- _WHAT NEEDS TO BE DONE_
Among the entries that follow, how many lines contain the string "none"? Answer with that number only.
INPUT RECORDS Start Marker
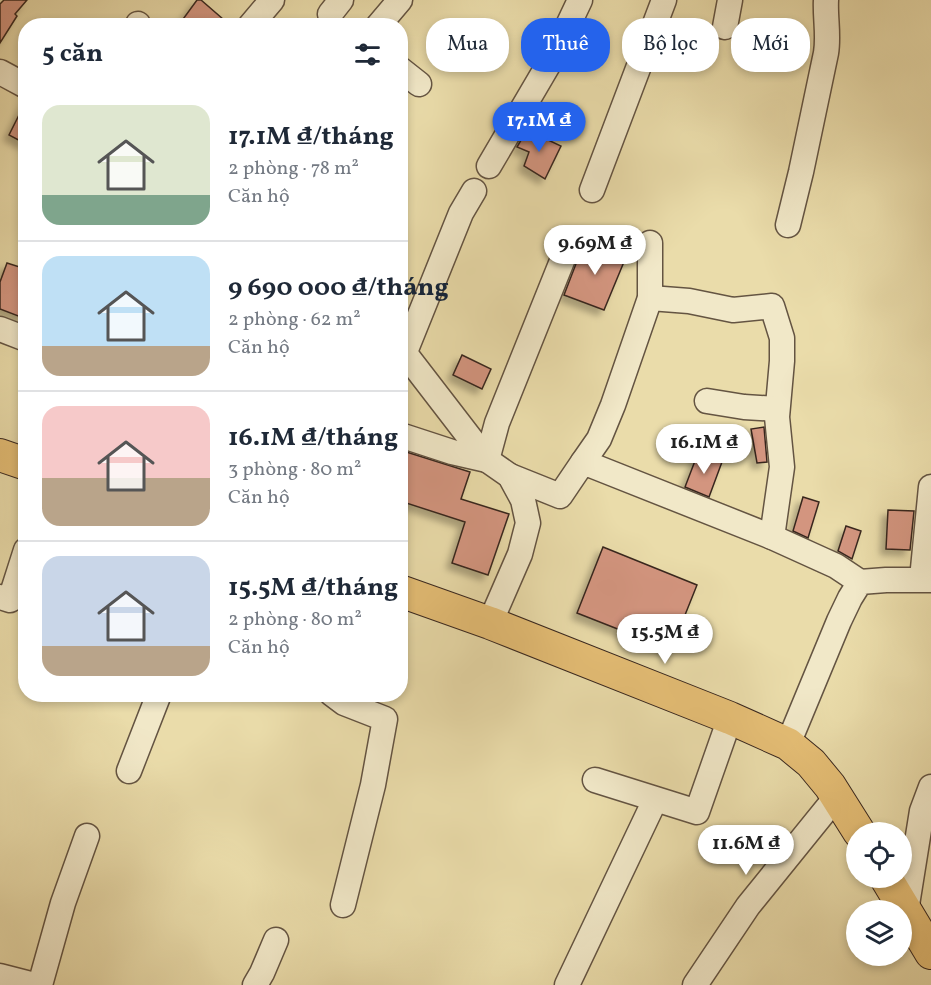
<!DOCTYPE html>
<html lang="vi">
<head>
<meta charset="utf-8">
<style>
	body { margin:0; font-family:Vollkorn,serif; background:#f6f6f7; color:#1f2937; height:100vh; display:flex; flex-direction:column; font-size:22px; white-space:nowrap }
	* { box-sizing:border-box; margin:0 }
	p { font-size:20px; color:#747a83 }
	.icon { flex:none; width:33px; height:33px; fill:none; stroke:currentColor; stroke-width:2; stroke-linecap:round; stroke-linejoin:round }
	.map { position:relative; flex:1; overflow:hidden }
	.side { position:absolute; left:18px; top:18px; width:390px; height:684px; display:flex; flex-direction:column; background:#fff; border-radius:24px; box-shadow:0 3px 9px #0003 }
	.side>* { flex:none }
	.banner { position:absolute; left:426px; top:18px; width:414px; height:54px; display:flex; gap:12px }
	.tools { position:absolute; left:846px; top:822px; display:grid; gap:12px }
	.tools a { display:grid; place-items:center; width:66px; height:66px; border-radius:50%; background:#fff; box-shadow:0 3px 9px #0003; font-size:30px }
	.price { position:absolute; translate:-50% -51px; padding:0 14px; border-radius:21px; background:#fff; color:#222; font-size:20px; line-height:39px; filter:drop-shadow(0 2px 3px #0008) }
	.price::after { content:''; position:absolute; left:50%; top:36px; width:18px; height:14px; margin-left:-9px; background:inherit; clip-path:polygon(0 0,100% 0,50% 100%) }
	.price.current { background:#2563eb; color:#fff }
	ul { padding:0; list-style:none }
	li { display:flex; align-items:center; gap:18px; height:150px; padding:0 24px }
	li+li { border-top:2px solid #e0e1e3 }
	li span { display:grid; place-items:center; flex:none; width:168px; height:120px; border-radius:18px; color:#555 }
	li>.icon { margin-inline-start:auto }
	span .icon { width:72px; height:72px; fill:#fffc; stroke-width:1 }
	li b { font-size:26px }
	h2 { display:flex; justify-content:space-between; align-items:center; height:72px; padding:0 24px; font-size:26px }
	.tag { padding:0 21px; border-radius:24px; background:#fff; box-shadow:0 3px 9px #0003; font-size:21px; line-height:54px }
	.tag.current { background:#2563eb; color:#fff }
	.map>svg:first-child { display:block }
</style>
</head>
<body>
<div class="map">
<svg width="931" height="985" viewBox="0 0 931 985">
	<defs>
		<filter id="shadow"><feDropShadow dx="-5.5" dy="5.5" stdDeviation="3" flood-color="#0004"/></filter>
	</defs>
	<rect width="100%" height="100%" fill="#eadcaa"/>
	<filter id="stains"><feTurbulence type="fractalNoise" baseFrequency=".00333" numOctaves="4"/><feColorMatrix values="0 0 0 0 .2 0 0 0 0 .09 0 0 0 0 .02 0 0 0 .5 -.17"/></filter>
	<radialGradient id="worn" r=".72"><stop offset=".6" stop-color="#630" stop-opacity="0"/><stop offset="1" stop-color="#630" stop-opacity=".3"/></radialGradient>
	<g fill="#d3957f" stroke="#38271f" stroke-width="1.5" filter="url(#shadow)">
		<polygon points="4,0 27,0 15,14 17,16 0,43 0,4"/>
		<polygon points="197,0 201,0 231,26 178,26"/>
		<polygon points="26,101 26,144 9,135"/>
		<polygon points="527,130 561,146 545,179 524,166 529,152 517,147"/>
		<polygon points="587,243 626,257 604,310 564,295 579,256"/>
		<polygon points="7,263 26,269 26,319 0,309 0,282"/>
		<polygon points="462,355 491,369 482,389 453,375"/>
		<polygon points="764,427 767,462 757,463 751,429"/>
		<polygon points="400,450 470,472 461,499 509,514 488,575 452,563 465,522 400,501"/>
		<polygon points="698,453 722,462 709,497 685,487"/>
		<polygon points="803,497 819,502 808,538 793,531"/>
		<polygon points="888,510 914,511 910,550 886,549"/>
		<polygon points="846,526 861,531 852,559 838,551"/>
		<polygon points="603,547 697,585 671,650 577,613"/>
	</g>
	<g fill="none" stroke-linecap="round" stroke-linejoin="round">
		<defs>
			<g id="minor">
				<polyline points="330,14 341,0"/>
				<polyline points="137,26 138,24"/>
				<polyline points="250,26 272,0"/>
				<polyline points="378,26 400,0"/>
				<polyline points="725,27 730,0"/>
				<polyline points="400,69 419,84"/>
				<polyline points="0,72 26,86"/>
				<polyline points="489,166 554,55 580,0"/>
				<polyline points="592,190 664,0"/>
				<path d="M788 225 801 172 826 53C829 35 825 18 826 0"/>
				<polyline points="650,298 689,301 733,310 772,306 782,338 782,361 777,417 782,467 772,537"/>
				<polyline points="0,329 26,339"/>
				<polyline points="400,347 487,460 510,476 523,500 528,523 520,554 490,623"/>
				<polyline points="405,352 461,213 474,191"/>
				<polyline points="707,401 744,407 777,409"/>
				<polyline points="400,435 452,452 487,460 497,423 566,251"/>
				<polyline points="583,462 599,439 613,405 650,298 650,243"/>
				<polyline points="510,476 560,496 583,462 772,537 836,566 860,582"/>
				<polyline points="922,579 931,487"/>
				<polyline points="0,597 10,600 26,550"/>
				<polyline points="332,694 344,703 385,719 373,785 343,905"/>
				<polyline points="788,744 839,621 850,598 860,582 886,580 931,580"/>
				<polyline points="129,771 159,694"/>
				<polyline points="595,780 697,812 730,718"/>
				<polyline points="906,911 922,811 931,787"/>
				<polyline points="0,976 35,985"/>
				<polyline points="40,985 63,903 87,836"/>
				<polyline points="255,985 262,973 276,940"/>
				<polyline points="567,985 655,800"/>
				<polyline points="695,985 748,906 837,796"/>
			</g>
			<g id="major">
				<polyline points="0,455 26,464"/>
				<polyline points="400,591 490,623 730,718 788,744 811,763 830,786 859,832"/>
				<polyline points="886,878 931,953"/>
			</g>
		</defs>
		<use href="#minor" stroke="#645442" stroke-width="27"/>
		<use href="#major" stroke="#38271f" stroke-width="34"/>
		<use href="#minor" stroke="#f1e8c8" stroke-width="24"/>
		<use href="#major" stroke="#e5be75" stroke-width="32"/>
	</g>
	<rect width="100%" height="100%" filter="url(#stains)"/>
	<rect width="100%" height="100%" fill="url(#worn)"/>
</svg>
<div class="tools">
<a><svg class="icon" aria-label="locate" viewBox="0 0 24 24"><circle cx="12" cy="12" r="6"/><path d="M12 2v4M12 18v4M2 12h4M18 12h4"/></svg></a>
<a><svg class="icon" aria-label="layers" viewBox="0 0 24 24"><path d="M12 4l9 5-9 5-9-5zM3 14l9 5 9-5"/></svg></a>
</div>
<b class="price current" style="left:539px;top:153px">17.1M ₫</b>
<b class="price" style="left:595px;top:276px">9.69M ₫</b>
<b class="price" style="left:704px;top:475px">16.1M ₫</b>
<b class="price" style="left:665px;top:665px">15.5M ₫</b>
<b class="price" style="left:746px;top:876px">11.6M ₫</b>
<div class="banner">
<a class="tag">Mua</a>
<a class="tag current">Thuê</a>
<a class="tag">Bộ lọc</a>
<a class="tag">Mới</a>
</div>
<section class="side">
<h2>5 căn<svg class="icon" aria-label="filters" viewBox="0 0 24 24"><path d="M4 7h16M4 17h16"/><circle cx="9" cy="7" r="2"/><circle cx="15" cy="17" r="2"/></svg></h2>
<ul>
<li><span style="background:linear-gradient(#dfe7d0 75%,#7fa58c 0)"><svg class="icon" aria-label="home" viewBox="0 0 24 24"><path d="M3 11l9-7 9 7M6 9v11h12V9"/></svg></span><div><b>17.1M ₫/tháng</b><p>2 phòng · 78 m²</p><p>Căn hộ</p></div></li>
<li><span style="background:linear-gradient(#bfe0f5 75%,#b9a48a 0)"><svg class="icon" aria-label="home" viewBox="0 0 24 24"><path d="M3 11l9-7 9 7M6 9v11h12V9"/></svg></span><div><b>9 690 000 ₫/tháng</b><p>2 phòng · 62 m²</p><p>Căn hộ</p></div></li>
<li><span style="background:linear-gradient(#f6c9c9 60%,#b9a48a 0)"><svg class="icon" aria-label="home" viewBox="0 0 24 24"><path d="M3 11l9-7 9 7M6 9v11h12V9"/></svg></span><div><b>16.1M ₫/tháng</b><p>3 phòng · 80 m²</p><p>Căn hộ</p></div></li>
<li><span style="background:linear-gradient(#c9d6e8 75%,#b9a48a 0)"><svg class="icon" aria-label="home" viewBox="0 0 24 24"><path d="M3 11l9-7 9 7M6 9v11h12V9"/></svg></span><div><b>15.5M ₫/tháng</b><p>2 phòng · 80 m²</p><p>Căn hộ</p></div></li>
</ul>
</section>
</div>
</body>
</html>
INPUT RECORDS End Marker
- _REPLY TO THE TASK_
5